I recently picked up a used Remington 700 BDL in 25-06. Gun shows a few minor dings in the stock and the metal is spotless. At the store I did the average check of the gun before deciding if I would buy it or not; crown was undamaged, locking lugs clean, bore looked spotless, action screws looked like they had never been removed, bold cycled smoothly, safety functioned, trigger was heavy but functioned. When I got home with the gun I cycled the bolt as fast and hard as I can which caused the firing pin to drop (fire) randomly. I removed the action from the stock and to check the trigger adjustment screws to see if the might have been tampered with, but they all looked to still be factory sealed.
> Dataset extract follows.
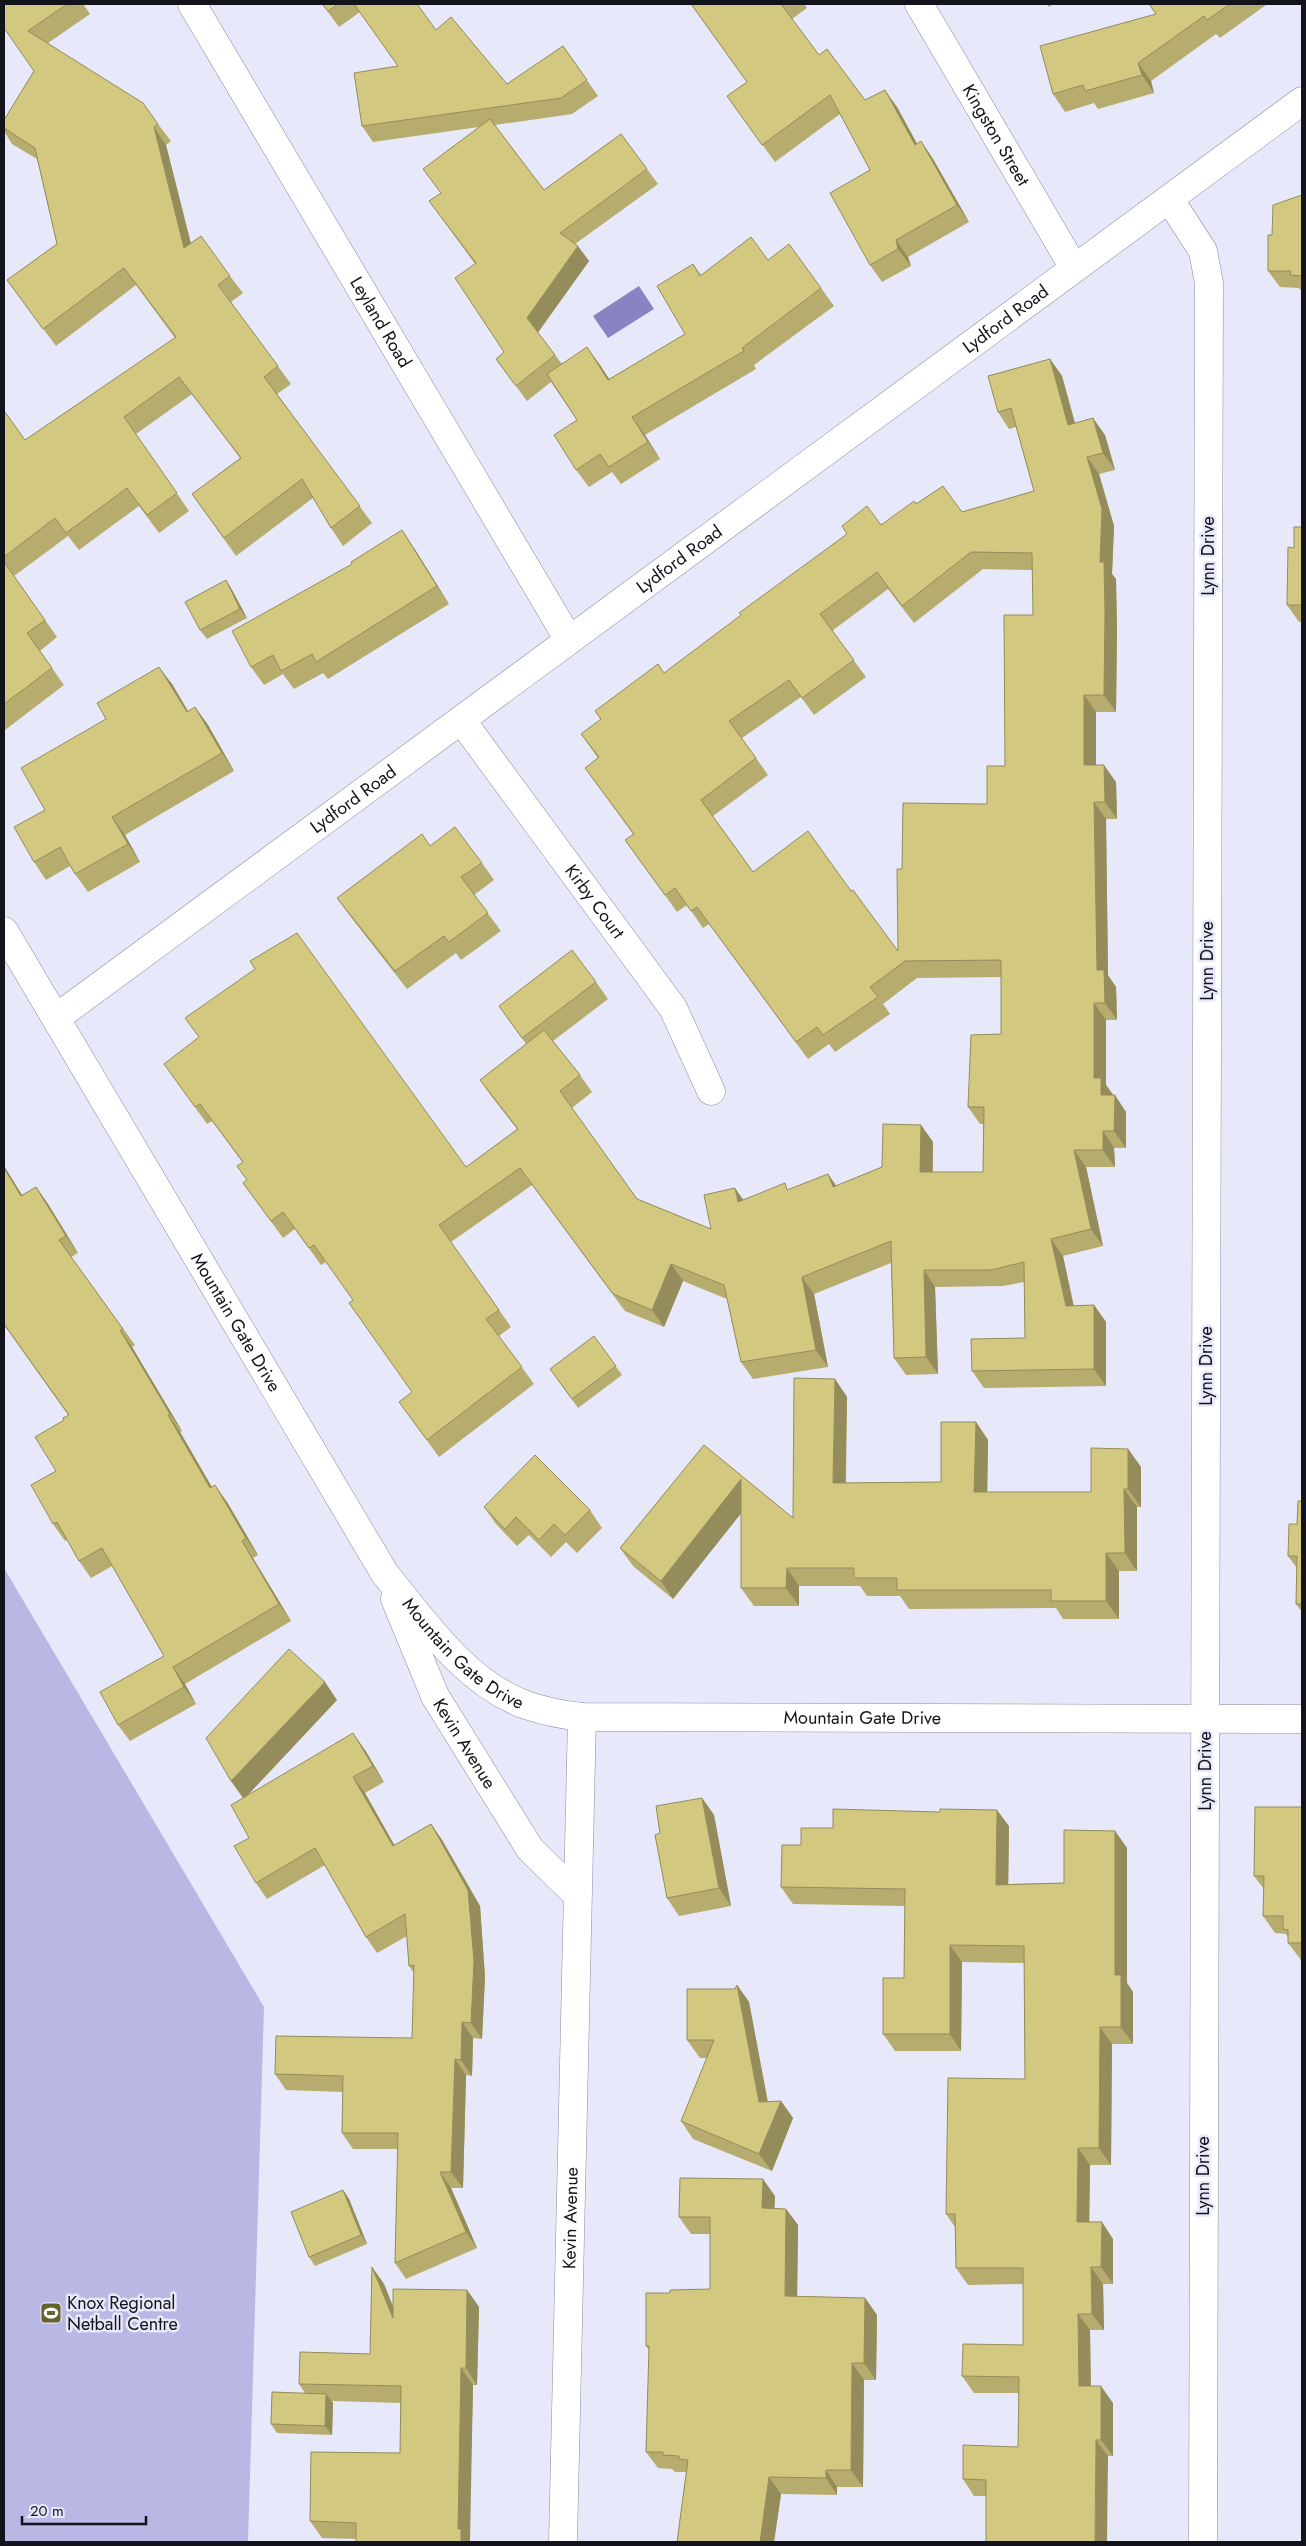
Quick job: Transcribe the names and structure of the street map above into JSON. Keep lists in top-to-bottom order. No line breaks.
{"streets":{"street":["Kingston Street","Lydford Road","Leyland Road","Lynn Drive","Kirby Court","Mountain Gate Drive","Kevin Avenue"]},"crossings":[["Kingston Street","Lydford Road"],["Lydford Road","Leyland Road"],["Lydford Road","Lynn Drive"],["Lydford Road","Kirby Court"],["Lydford Road","Mountain Gate Drive"],["Lynn Drive","Mountain Gate Drive"],["Mountain Gate Drive","Kevin Avenue"]],"places":{"sports":["Knox Regional Netball Centre"]},"scale_bar":"20 m"}
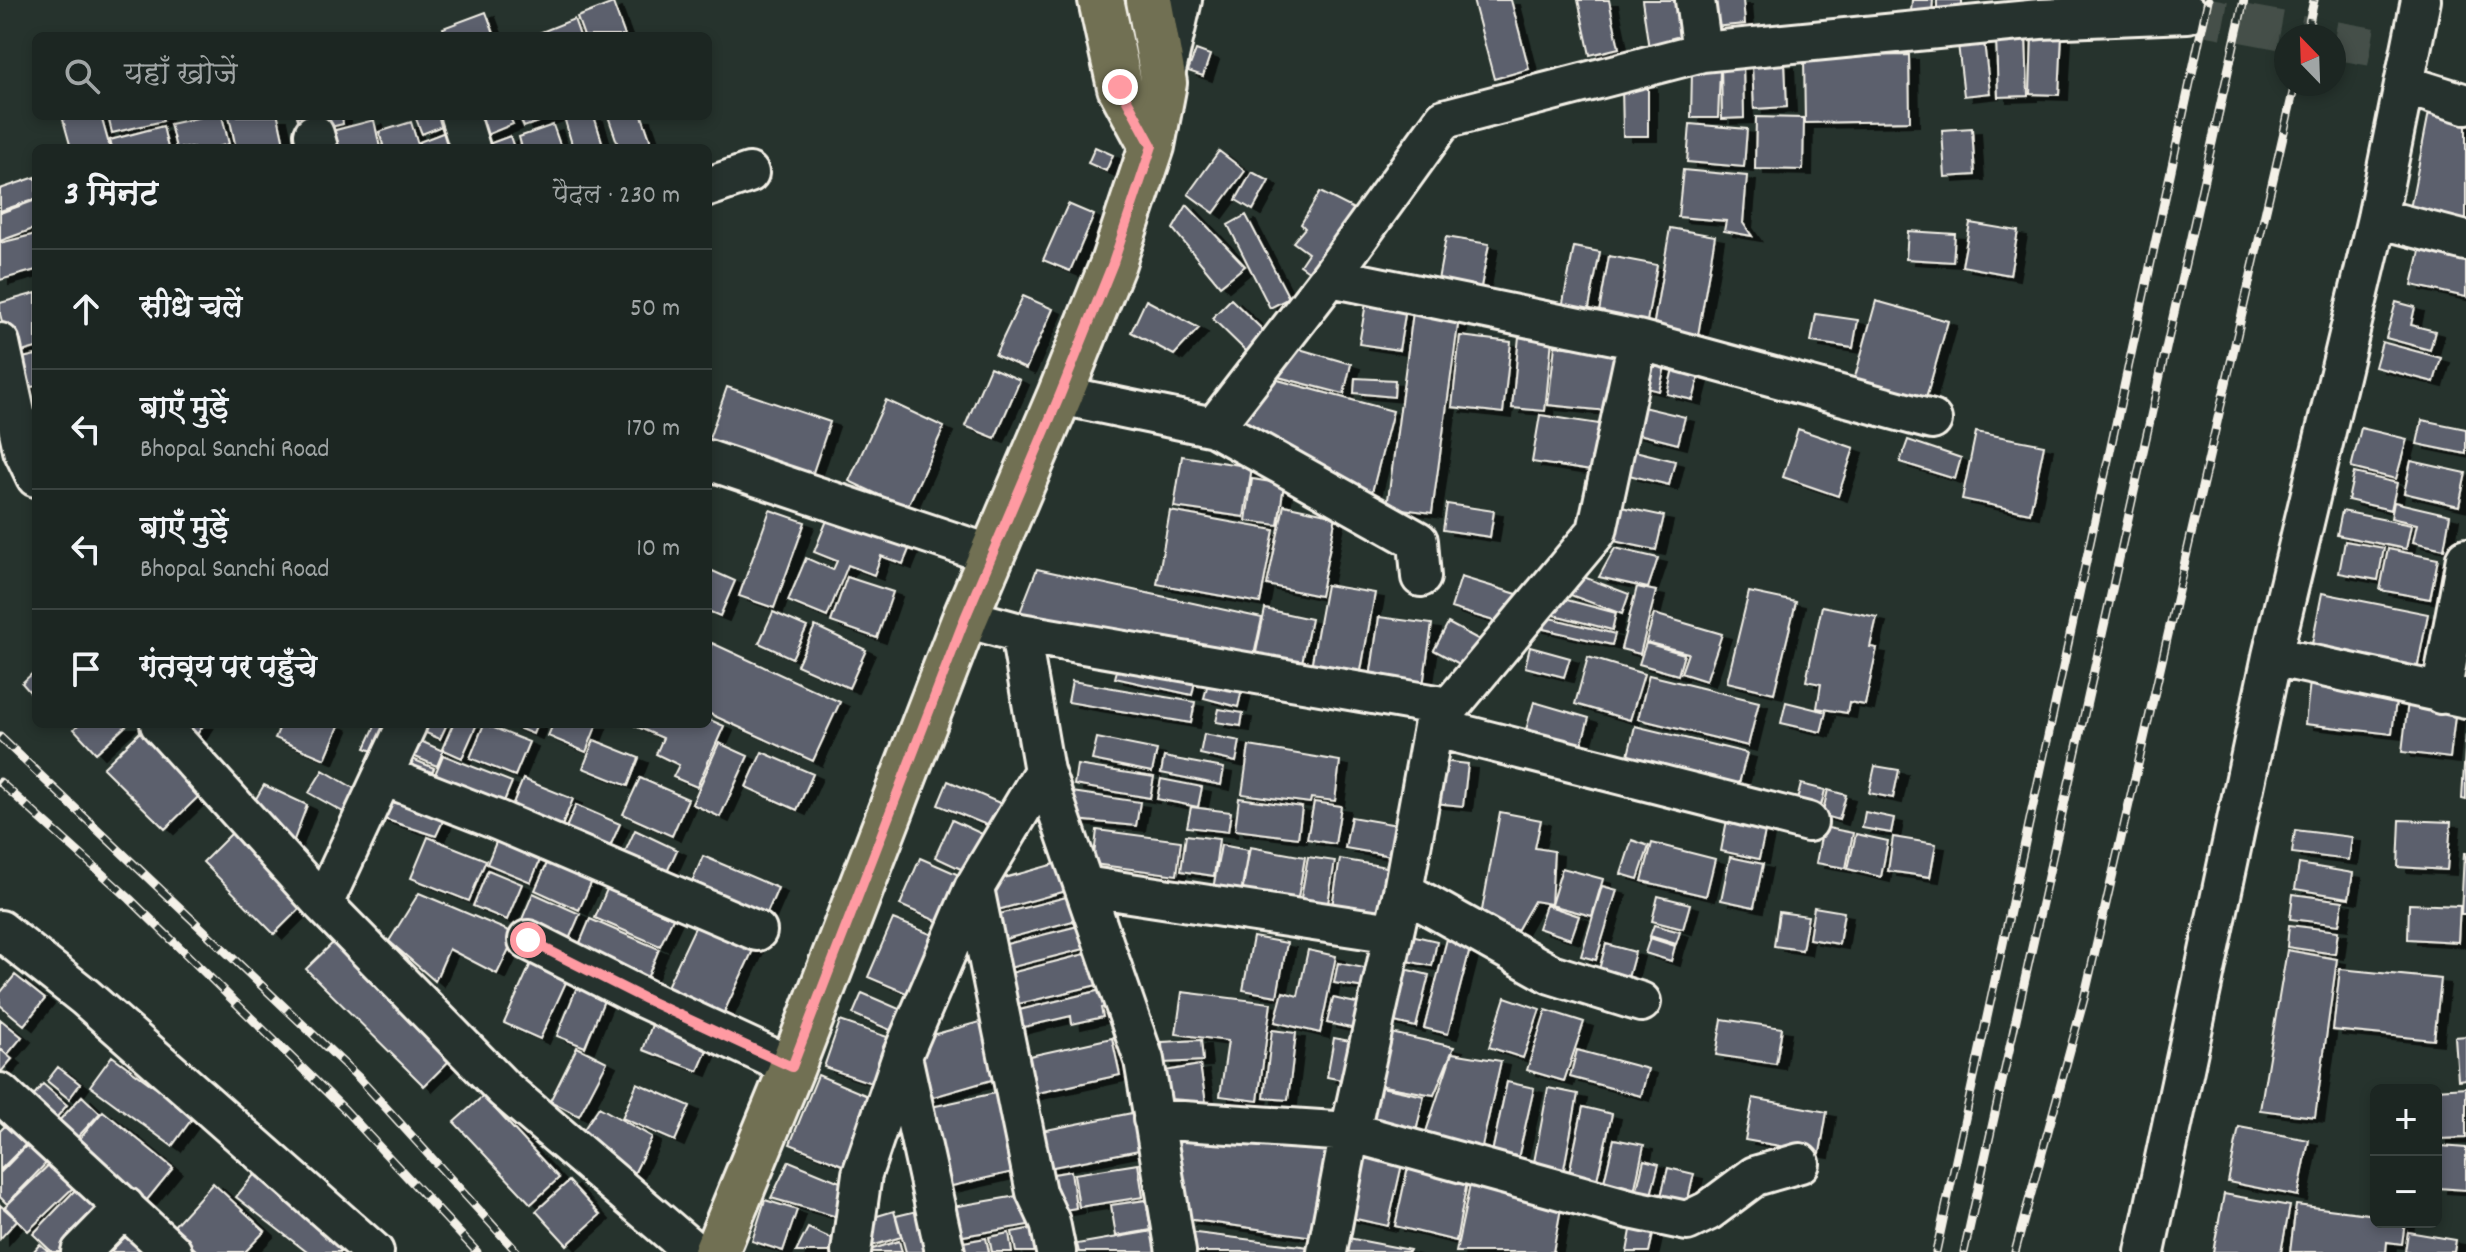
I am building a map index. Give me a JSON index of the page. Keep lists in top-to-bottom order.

I checked to stock and trigger guard for possible evidence that the trigger was rubbing on something causing it to hang up randomly, but everything looked ok. So I removed the pins that hold the trigger in the action and removed the trigger assembly. The sear was so gummed up that it would not fall out of the trigger assembly. I thoroughly cleaned the trigger assembly, bolt, and action, which cured the problem.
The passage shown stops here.